◆ **What to work on**:
Of the entries below, copy only those lines that contain the word "positions".
────────
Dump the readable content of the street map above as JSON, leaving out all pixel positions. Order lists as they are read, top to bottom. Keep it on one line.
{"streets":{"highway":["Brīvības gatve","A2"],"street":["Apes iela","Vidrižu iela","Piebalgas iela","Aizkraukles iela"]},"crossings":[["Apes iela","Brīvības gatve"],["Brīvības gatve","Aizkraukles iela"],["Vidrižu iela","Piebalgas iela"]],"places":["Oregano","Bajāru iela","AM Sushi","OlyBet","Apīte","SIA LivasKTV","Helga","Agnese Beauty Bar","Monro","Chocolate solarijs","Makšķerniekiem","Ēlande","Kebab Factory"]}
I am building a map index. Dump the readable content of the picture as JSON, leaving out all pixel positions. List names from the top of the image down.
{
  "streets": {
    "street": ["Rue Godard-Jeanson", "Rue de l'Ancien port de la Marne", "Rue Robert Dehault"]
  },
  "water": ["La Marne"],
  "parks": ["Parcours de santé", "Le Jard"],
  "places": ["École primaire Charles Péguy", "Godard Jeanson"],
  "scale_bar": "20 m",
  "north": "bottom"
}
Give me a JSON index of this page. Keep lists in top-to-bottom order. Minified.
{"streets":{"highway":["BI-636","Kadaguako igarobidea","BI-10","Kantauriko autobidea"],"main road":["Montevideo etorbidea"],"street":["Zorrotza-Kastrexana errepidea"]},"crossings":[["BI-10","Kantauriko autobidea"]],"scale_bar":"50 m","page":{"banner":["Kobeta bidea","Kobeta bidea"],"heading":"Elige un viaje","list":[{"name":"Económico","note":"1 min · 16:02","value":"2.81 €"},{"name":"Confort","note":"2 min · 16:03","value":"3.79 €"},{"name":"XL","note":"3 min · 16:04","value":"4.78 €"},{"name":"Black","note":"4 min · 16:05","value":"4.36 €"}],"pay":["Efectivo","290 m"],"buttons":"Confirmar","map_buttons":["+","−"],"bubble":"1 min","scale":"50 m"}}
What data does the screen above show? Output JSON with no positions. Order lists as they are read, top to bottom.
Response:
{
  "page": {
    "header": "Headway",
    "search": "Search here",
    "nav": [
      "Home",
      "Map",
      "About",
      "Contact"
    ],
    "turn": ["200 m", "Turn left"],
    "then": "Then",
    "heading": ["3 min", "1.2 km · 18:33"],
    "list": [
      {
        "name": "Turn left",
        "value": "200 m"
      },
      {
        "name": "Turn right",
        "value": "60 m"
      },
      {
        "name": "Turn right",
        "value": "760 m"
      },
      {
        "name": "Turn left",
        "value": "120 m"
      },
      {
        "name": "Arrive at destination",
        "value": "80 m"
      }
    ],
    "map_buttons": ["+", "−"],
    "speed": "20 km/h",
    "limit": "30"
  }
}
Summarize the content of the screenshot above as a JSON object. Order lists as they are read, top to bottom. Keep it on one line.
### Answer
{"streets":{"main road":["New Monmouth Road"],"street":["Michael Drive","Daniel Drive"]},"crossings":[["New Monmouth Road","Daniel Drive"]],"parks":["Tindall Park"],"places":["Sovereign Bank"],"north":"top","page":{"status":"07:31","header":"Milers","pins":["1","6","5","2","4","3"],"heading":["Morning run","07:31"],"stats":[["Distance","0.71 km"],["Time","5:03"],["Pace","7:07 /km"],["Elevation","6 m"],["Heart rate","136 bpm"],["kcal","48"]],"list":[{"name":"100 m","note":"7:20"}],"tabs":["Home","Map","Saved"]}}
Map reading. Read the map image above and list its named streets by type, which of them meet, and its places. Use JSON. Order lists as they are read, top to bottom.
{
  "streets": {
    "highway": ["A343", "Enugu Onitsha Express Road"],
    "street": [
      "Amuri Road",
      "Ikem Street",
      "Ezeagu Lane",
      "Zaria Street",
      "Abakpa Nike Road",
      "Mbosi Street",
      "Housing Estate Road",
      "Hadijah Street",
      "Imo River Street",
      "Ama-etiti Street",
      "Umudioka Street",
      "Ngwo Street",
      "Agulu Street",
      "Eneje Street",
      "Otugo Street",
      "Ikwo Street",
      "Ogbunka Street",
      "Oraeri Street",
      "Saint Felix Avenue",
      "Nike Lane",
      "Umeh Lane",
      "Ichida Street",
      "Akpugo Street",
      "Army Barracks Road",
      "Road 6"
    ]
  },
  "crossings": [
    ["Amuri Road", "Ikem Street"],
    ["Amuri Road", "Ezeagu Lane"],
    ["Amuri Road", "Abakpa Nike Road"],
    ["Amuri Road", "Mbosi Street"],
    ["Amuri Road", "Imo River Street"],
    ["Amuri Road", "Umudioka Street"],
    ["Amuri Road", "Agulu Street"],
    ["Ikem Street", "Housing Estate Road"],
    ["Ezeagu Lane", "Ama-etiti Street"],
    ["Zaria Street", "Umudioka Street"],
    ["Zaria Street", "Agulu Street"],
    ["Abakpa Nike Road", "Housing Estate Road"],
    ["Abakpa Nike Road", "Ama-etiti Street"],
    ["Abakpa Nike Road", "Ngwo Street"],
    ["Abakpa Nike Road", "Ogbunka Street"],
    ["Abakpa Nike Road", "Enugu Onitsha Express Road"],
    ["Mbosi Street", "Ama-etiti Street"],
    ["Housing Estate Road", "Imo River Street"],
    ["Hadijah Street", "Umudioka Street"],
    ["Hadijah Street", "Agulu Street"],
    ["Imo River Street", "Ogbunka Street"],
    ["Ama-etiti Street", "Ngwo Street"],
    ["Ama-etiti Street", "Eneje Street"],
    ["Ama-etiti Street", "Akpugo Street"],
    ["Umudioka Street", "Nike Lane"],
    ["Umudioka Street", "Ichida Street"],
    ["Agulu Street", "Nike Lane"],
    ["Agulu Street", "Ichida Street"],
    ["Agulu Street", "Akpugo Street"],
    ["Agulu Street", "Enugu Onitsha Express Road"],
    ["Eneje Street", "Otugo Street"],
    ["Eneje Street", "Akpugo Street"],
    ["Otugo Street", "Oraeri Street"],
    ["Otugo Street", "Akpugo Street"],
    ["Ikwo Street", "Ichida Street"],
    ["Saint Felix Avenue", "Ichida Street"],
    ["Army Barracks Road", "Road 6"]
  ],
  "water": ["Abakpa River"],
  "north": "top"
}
────────
◆ **Result**:
Dump the readable content of the street map above as JSON, leaving out all pixel positions. Order lists as they are read, top to bottom. Keep it on one line.
I am building a map index. Dump the readable content of the picture as JSON, leaving out all pixel positions. List names from the top of the image down.
What data does the screen above show? Output JSON with no positions. Order lists as they are read, top to bottom.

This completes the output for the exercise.